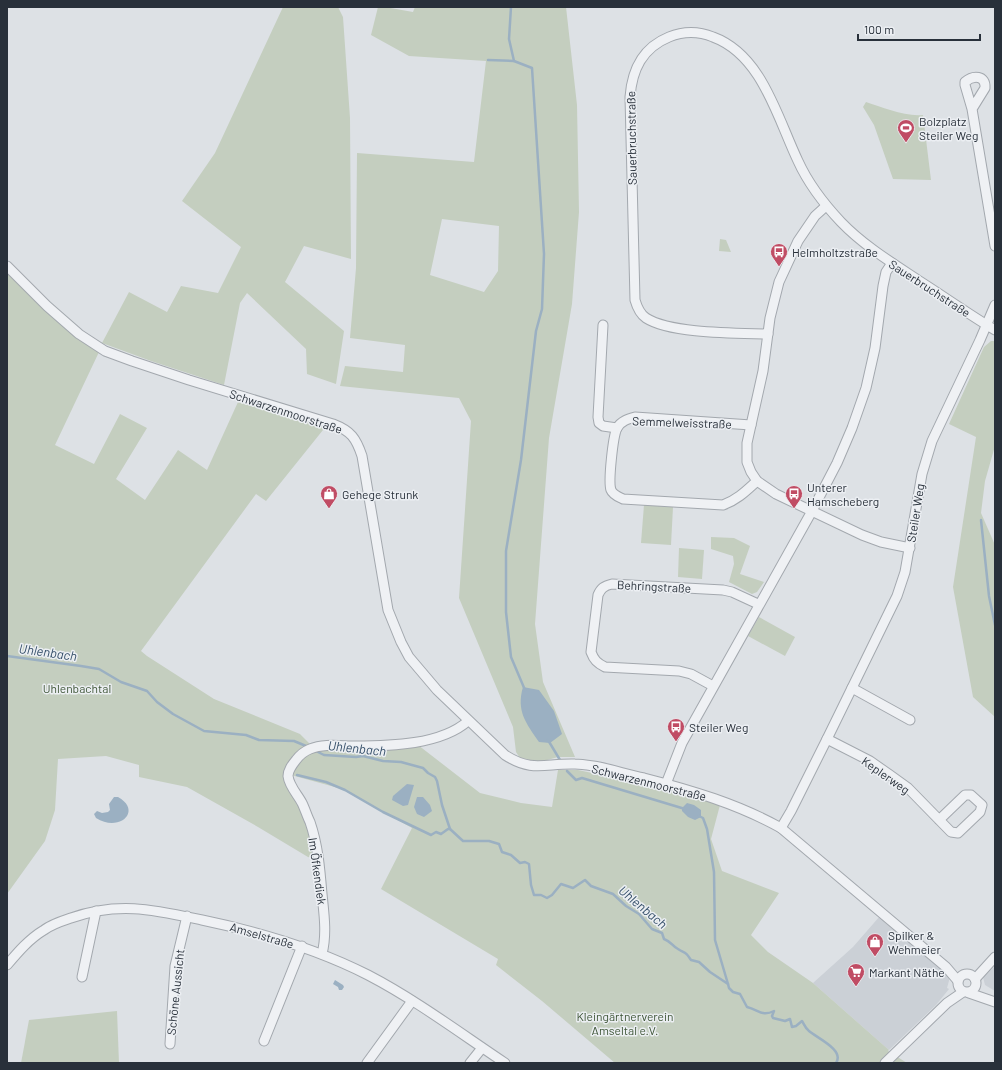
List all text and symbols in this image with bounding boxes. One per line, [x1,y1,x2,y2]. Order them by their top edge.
* * *
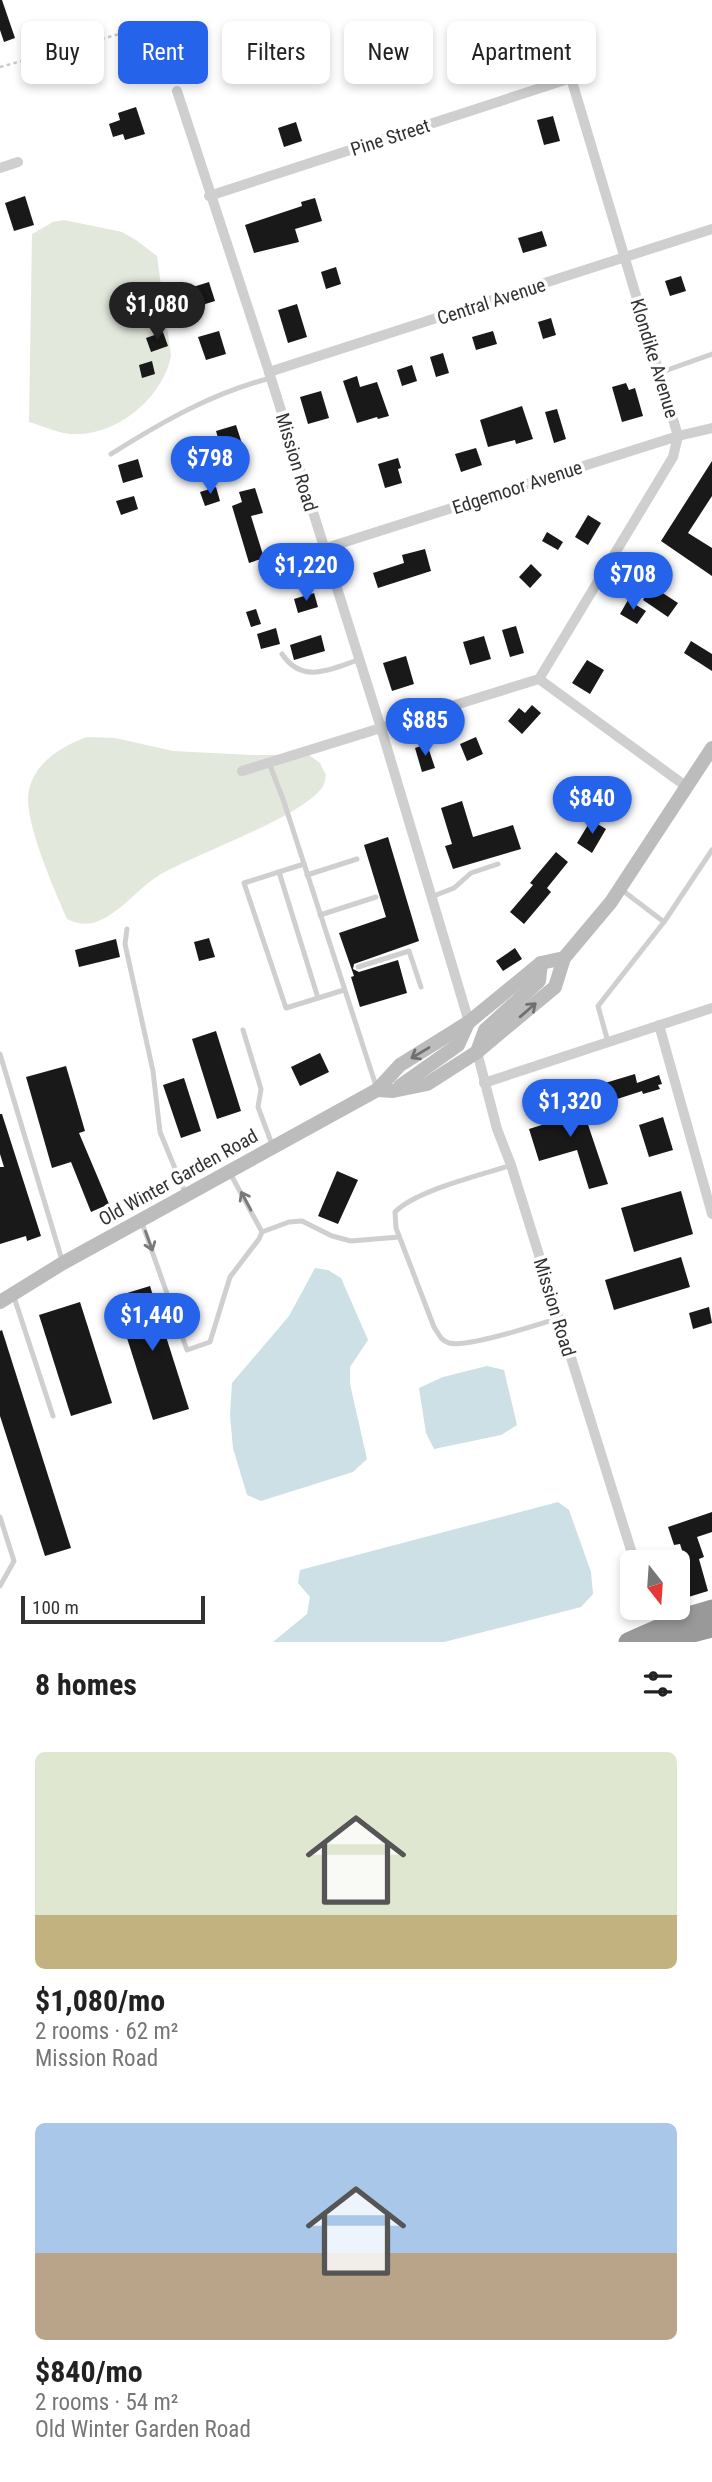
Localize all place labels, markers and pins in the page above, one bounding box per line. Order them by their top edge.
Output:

_ASSIGNMENT_.
Determine which lines above include the word "their", and report those lines in full.

_OUTPUT FOR THIS TASK_.
List all text and symbols in this image with bounding boxes. One per line, [x1,y1,x2,y2]. Order them by their top edge.
Localize all place labels, markers and pins in the page above, one bounding box per line. Order them by their top edge.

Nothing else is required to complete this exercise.